RELIGIONE, ADRENALINA DEI POPOLI?

RELIGIONE, ADRENALINA DEI POPOLI?

UN ALTERCO A GERUSALEMME

 

 

 

        articolo e fotografie di Vincenzo Basile

 

Considerando i quattro morti e 1250 feriti che hanno funestato le manifestazioni anti-Gerusalemme capitale, precedenti il mio arrivo in città, mi aspettavo di trovare una certa tensione tra la gente e per questo notevole è stato lo shock positivo vissuto attraversando Mehane Yehuda (il mercato principale della città, sede della locale movida notturna), tradizionale punto di ingresso per chi arriva dalla costa mediterranea.

 

 

 

 

Era di venerdì e, come consuetudine, quel giorno tutti andavano a far spese per il lungo week end che comprende il sabato, rigorosamente consacrato al riposo.

L’aria frizzante era carica di un’energia vitalissima e allegra, eccitata per l’inizio del ponte festivo: i soldati e le soldatesse in servizio nel quartiere venivano fatti soggetto di foto ricordo da turisti e indigeni e vi era la fila davanti ai ristoranti caratteristici.

 

 

 

Il giorno dopo, sabato appunto, la città appariva quasi deserta a causa del divieto religioso d’intraprendere attività.

 

 

 

La normale quotidianità riprese poi nei giorni seguenti, che dedicai alla visita dei luoghi sacri e dei principali musei, notando in giro una gaiezza diffusa.

 

 

 

Ma il giorno precedente la mia partenza, durante gli acquisti di sfiziosità a Mehane Yehuda, per caso mi sono imbattuto in una discussione così accesa da farmi temere che degenerasse in tragico modo.
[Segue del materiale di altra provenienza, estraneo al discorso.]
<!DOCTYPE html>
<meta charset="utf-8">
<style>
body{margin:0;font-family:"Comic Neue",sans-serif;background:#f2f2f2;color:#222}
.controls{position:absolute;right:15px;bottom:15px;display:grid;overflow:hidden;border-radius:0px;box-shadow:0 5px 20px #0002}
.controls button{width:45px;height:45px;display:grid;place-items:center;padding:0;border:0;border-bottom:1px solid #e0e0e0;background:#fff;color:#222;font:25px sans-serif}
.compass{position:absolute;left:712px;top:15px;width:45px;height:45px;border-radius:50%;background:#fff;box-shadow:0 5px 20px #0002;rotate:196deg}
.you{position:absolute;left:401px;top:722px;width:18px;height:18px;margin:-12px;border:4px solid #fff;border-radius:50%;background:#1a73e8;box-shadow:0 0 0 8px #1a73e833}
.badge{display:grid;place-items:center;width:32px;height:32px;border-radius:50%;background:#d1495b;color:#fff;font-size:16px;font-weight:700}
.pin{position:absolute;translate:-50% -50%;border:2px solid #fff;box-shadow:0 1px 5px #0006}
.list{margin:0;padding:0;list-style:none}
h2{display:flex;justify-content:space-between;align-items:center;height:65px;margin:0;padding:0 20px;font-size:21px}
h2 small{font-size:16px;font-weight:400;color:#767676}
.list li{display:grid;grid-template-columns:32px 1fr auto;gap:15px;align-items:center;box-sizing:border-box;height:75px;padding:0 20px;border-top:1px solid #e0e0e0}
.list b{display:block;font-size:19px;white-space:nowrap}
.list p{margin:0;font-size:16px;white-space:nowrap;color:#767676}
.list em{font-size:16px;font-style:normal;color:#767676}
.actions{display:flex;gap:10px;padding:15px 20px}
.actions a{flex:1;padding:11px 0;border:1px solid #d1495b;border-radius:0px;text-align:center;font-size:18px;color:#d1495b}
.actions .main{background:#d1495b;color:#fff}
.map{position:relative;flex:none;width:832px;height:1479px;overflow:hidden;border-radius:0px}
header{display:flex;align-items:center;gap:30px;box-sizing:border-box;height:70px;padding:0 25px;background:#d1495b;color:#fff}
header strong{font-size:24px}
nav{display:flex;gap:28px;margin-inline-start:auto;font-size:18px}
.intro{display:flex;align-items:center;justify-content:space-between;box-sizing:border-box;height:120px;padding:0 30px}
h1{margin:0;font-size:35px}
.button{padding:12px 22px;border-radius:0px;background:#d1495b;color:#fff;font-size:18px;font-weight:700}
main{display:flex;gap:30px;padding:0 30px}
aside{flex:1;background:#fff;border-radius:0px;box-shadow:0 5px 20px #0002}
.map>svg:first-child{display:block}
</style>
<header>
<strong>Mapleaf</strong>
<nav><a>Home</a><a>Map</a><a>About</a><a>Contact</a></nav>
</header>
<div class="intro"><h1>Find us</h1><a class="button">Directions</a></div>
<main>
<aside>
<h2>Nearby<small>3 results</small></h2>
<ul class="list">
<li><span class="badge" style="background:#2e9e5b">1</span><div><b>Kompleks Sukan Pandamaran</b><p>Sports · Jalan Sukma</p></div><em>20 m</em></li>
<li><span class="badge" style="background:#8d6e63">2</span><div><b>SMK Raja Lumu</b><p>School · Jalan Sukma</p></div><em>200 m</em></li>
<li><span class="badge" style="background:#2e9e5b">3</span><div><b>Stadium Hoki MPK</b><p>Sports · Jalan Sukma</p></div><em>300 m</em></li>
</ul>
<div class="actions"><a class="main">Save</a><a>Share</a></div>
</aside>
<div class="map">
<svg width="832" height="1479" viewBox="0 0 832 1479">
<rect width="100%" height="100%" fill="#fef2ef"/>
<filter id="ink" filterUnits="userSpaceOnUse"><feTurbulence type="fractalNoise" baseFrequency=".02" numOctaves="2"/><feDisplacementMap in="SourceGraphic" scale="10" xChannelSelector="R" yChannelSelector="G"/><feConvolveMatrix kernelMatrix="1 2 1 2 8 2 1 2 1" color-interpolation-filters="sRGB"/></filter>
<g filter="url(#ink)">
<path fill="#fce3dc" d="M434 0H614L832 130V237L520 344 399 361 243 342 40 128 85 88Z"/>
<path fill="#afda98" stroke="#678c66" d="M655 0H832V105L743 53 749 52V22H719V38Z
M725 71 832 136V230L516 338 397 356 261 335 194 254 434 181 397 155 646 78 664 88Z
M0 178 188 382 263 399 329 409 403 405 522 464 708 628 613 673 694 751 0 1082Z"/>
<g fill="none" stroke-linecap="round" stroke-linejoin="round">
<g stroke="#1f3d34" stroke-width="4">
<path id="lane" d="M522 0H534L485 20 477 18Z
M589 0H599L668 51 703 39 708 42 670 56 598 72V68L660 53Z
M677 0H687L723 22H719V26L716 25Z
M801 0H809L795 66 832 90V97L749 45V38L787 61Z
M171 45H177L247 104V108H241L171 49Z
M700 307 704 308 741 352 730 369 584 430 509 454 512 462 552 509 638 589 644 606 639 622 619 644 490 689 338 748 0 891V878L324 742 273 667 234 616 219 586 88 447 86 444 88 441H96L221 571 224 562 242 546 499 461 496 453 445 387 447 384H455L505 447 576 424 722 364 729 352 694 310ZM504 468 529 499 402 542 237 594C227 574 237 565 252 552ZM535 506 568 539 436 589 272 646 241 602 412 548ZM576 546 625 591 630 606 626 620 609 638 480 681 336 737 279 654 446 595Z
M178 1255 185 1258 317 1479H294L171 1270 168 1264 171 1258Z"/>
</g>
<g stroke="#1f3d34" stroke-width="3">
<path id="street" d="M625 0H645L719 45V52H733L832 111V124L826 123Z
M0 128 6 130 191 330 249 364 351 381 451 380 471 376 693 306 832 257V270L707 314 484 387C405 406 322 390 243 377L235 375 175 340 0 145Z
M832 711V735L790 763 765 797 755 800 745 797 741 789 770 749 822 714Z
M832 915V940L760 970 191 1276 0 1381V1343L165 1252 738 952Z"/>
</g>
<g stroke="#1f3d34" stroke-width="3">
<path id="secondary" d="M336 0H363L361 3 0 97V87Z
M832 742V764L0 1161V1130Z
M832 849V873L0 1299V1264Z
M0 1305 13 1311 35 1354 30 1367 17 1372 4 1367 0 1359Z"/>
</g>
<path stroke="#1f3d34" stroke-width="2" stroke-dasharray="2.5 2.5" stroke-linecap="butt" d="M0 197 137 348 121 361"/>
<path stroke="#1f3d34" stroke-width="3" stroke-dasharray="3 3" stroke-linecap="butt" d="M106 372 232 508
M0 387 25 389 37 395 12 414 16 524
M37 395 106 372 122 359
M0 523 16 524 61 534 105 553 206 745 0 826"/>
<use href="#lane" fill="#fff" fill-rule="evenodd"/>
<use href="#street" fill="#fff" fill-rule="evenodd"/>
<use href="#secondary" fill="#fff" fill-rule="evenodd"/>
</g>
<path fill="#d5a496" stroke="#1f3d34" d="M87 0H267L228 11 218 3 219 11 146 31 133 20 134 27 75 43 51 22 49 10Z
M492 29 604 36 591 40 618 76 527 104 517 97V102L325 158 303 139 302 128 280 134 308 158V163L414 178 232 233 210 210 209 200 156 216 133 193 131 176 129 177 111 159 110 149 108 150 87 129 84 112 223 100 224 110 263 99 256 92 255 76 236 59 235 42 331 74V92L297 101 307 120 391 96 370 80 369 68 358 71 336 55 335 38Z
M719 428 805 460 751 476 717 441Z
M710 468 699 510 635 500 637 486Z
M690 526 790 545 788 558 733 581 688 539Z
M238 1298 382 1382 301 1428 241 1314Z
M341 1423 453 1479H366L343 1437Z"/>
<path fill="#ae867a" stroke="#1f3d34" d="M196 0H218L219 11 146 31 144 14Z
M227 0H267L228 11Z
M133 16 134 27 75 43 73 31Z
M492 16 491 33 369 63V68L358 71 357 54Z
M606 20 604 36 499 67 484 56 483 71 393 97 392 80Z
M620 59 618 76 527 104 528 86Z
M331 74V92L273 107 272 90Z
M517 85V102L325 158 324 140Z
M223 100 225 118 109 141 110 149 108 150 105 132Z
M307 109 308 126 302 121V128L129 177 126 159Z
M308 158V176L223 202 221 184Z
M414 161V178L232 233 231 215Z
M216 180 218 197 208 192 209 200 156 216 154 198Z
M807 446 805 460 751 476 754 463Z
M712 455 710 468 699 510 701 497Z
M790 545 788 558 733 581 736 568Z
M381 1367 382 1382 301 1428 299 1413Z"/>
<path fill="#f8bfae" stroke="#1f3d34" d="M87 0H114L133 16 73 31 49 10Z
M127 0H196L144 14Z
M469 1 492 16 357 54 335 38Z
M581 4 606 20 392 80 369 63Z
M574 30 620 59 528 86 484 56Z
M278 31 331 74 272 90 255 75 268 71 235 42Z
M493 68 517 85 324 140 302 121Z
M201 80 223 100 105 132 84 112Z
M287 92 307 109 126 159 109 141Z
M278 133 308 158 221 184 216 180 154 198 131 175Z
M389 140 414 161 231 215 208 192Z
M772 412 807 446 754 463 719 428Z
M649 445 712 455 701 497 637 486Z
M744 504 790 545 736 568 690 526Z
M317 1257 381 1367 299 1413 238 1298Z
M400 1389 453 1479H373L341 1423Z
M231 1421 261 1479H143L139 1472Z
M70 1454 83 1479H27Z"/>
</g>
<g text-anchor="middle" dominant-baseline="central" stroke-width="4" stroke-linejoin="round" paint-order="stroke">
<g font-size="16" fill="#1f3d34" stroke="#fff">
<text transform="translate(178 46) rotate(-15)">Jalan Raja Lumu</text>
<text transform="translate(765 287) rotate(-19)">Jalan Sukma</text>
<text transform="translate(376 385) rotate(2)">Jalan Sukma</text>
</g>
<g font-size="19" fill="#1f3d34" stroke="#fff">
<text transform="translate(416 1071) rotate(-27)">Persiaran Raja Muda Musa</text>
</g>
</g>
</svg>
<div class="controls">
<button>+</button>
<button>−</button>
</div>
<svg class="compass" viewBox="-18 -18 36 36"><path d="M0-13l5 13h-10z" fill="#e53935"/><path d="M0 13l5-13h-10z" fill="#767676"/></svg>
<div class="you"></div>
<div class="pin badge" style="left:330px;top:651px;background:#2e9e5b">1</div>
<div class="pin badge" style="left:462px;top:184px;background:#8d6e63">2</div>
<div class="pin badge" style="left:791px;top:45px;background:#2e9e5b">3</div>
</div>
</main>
Vidi da un lato gridare il titolare di un banco di spezie e conserve, affiancato dal suo socio, e dall’altro alzare la voce tre soldatesse in tenuta di guerra.

 

 

 

Non era necessario conoscere l’arabo e l’israeliano per capire che i contendenti stavano aggredendosi coni parole pesanti.

Almeno un paio di volte il titolare della rivendita impugnò un’oliva greca (sì, proprio una di quelle oversize, nere e più toste delle comuni a causa del nocciolo ligneo interno), minacciando di scagliarla contro le combattenti, armate peraltro solo di fucili M16, pugnali e granate. Queste, dal canto loro, non mostravano alcun cenno di cedimento di fronte alla determinazione dei due palestinesi.

 

 

 

Provvidenzialmente, un giovane rabbino, che passava di lì, si frappose tra i contendenti, riuscendo con fatica a dissuadere le militari dall’insistere nella contesa, sottolineando la sproporzione di munizioni a loro sfavore. Non di sole olive greche disponeva infatti il nemico, ma di alcune migliaia di piccole olive verdi, in vario modo condite; e, oltretutto, possedeva anche scorte di cipolle e aglio in soverchiante eccedenza;  senza parlare delle merci contenute nei temibili barattoli di  metallo in dotazione a tutti gli esercenti.

Alla fine le ragioni della pace prevalsero, scongiurando un’escalation dall’esito imprevedibile, e la distensione fu nuovamente ripristinata.

Ma fino a quando, certo, non ci è dato sapere ...

 

 

 

Chissà se la culla delle tre religioni monoteistiche diverrà mai il Tempio Unico della Pace Universale? La risposta, auspichiamo non definitiva - cantò già mezzo secolo fa un futuro premio Nobel - «is blowing in the wind».